When motherhood is upon us, the majority of us begin studying. We buy books, login to Babycenter, borrow registry lists, and have in-depth discussions with friends and strangers on subjects like nursing, potty-training, sleep-training, and the best pediatricians and preschools.
Why do we do all of this? Because deep down our biggest fear is messing up. When we sign up for the job of parenthood, we commit on every level to do the best we can, even if we don’t have all of the answers (and none of us do.) But at some point, we must all accept that no book can tell us how to do it.
During my son’s first year, I actually thought things were tough. Broken sleep and the struggle to produce enough milk for my growing boy definitely drained me. But I had no idea what was coming as he began walking, running and speaking. This little person was starting to develop, and with it came tantrums, demands, and moments that, frankly, I had not prepared for. Sometimes, the only option you have as a parent is to do you best you can in the moment….and with that, there’s no guarantee of the kind of job you’re doing.
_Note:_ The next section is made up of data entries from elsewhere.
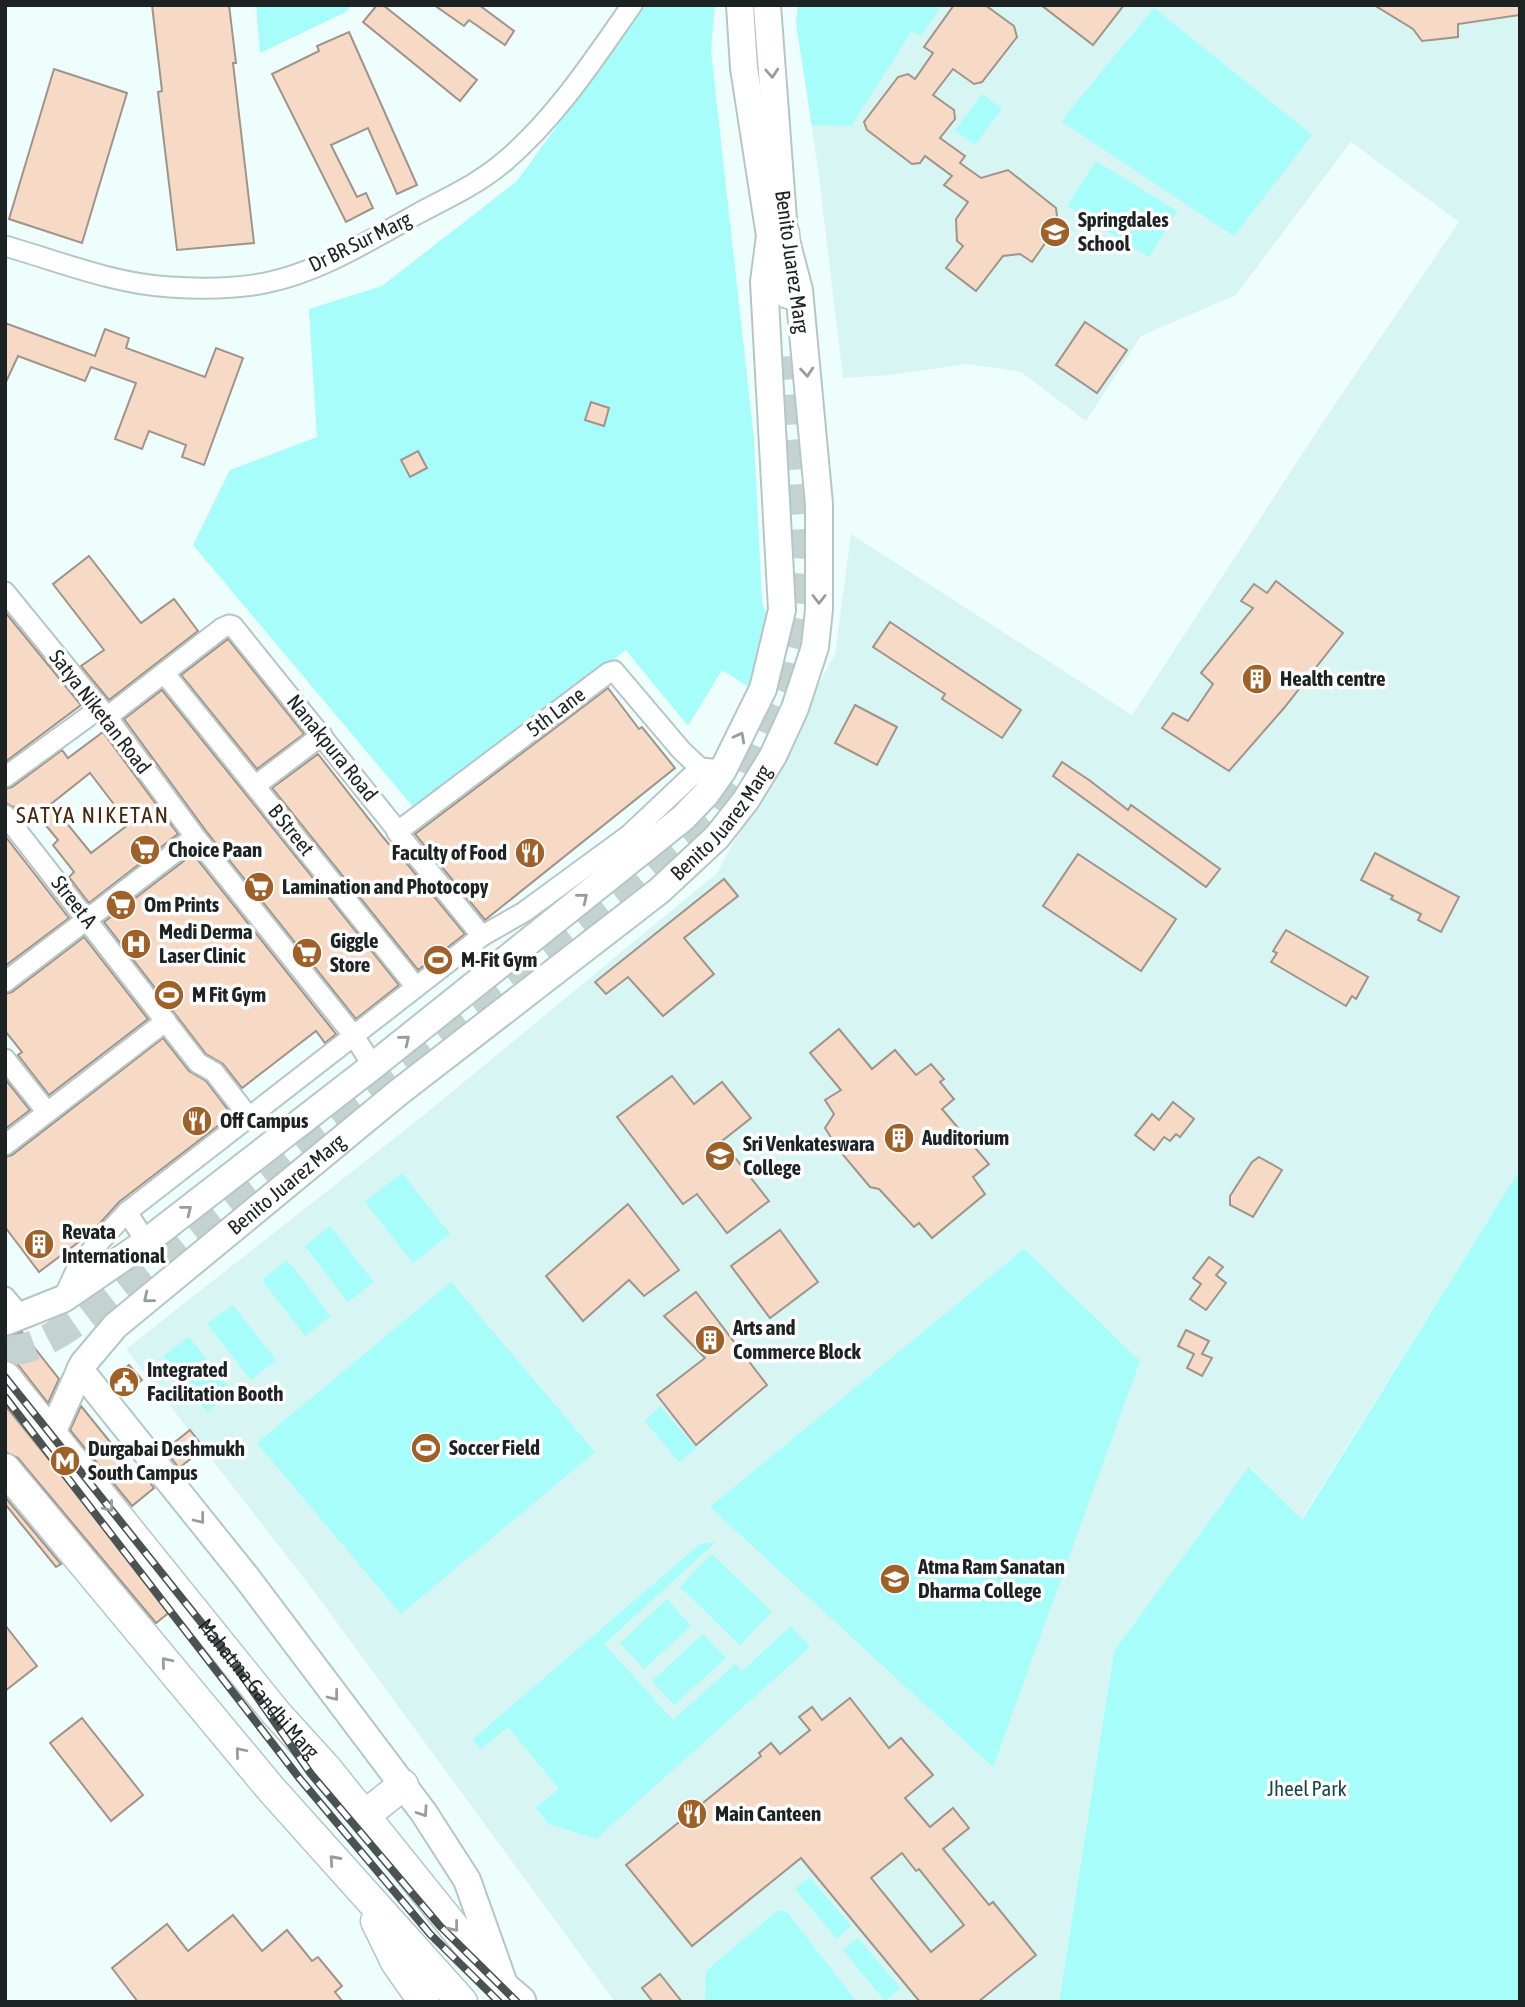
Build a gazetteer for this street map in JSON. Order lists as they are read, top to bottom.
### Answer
{
  "streets": {
    "main road": ["Mahatma Gandhi Marg"],
    "street": [
      "Dr BR Sur Marg",
      "Benito Juarez Marg",
      "Satya Niketan Road",
      "5th Lane",
      "Nanakpura Road",
      "B Street",
      "Street A"
    ]
  },
  "crossings": [
    ["Benito Juarez Marg", "Satya Niketan Road"],
    ["Benito Juarez Marg", "5th Lane"],
    ["Benito Juarez Marg", "Mahatma Gandhi Marg"],
    ["5th Lane", "Nanakpura Road"],
    ["Nanakpura Road", "B Street"]
  ],
  "districts": ["SATYA NIKETAN"],
  "parks": ["Jheel Park"],
  "places": {
    "school or university": ["Springdales School", "Sri Venkateswara College", "Atma Ram Sanatan Dharma College"],
    "building": [
      "Health centre",
      "Auditorium",
      "Revata International",
      "Arts and Commerce Block"
    ],
    "supermarket": [
      "Choice Paan",
      "Lamination and Photocopy",
      "Om Prints",
      "Giggle Store"
    ],
    "restaurant": ["Faculty of Food", "Off Campus", "Main Canteen"],
    "hospital": ["Medi Derma Laser Clinic"],
    "sports": ["M-Fit Gym", "M Fit Gym", "Soccer Field"],
    "public building": ["Integrated Facilitation Booth"],
    "metro station": ["Durgabai Deshmukh South Campus"]
  }
}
I got a taste of this firsthand on my son’s recent birthday. Take note: your child’s birthday can feel highly significant to you–personally. It’s literally your BIRTH-day. So on my son’s third birthday, I celebrated with cupcakes, gifts and dinner at his favorite restaurant. I envisioned his day as joyful for all of us. But that was not the case.
Halfway through dinner, his happy mood inexplicably changed. It was like a switch went off. There’s a state that happens with toddlers when something goes off in their little minds to provoke them toward hyperactivity, defiant No’s, slapping hands and wiggly bodies. No threats of “time out” make a difference. They’ve crossed over to the dark side and there’s no getting them back.
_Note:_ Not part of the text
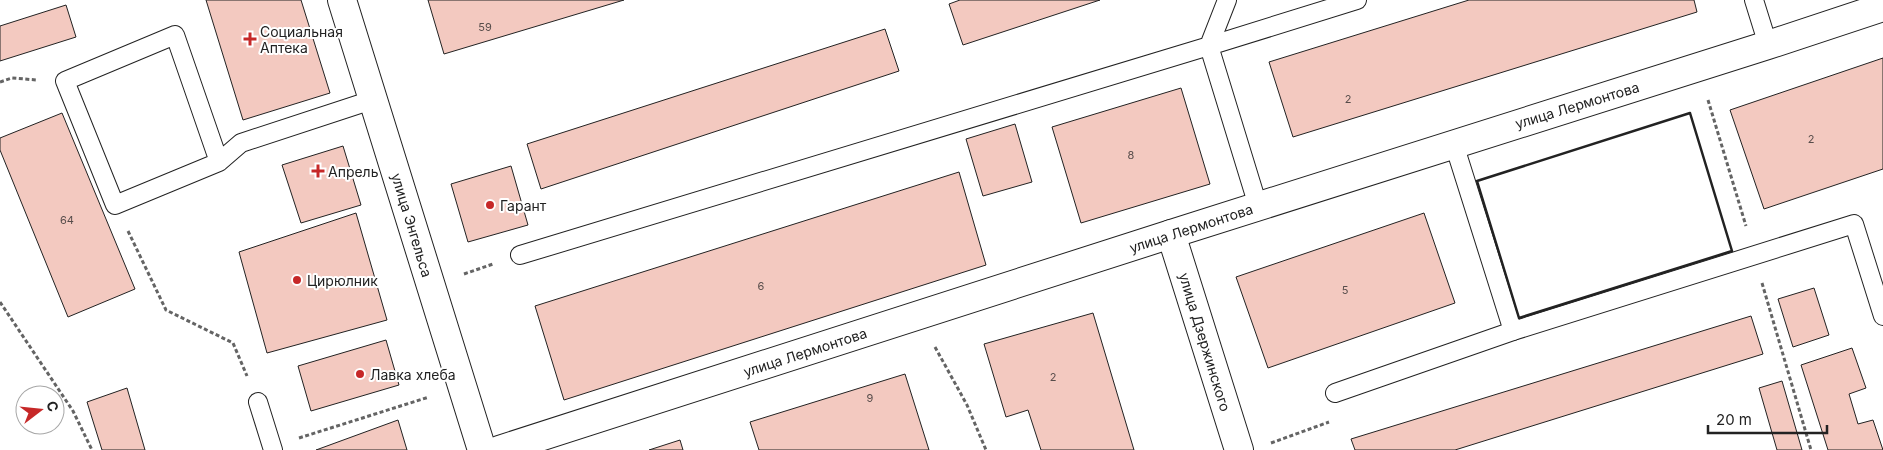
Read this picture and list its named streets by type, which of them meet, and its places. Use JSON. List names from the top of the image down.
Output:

Without going into the nitty-gritty details, let’s just say it was ugly enough for us to leave the table mid-meal. I threatened my son that we’d better make it home without any major issues, and that he must hold my hand or else….but just as the door of the restaurant swung open, he ran. And this boy runs fast.
On this particular night, it was dark and drizzly and my worst nightmare flashed before my eyes: my innocent (though misbehaved) boy getting hit by a car. I ran after him in a panic, screaming his name at the top of my lungs.
When I caught him I was so enraged, so irate that I did what I said I’d never do…. I hit him. Yup, there it is. The ugly truth. I grabbed him and hit him on the bottom hard enough for him to feel how angry I was and how much I needed him to understand that he cannot run away from me on the NYC streets.
And just at the moment–just as my son and I had hit our ugly rock bottom–a stranger walked by. And out of his mouth came the following horrid, haunting words: “Bad Upbringing!”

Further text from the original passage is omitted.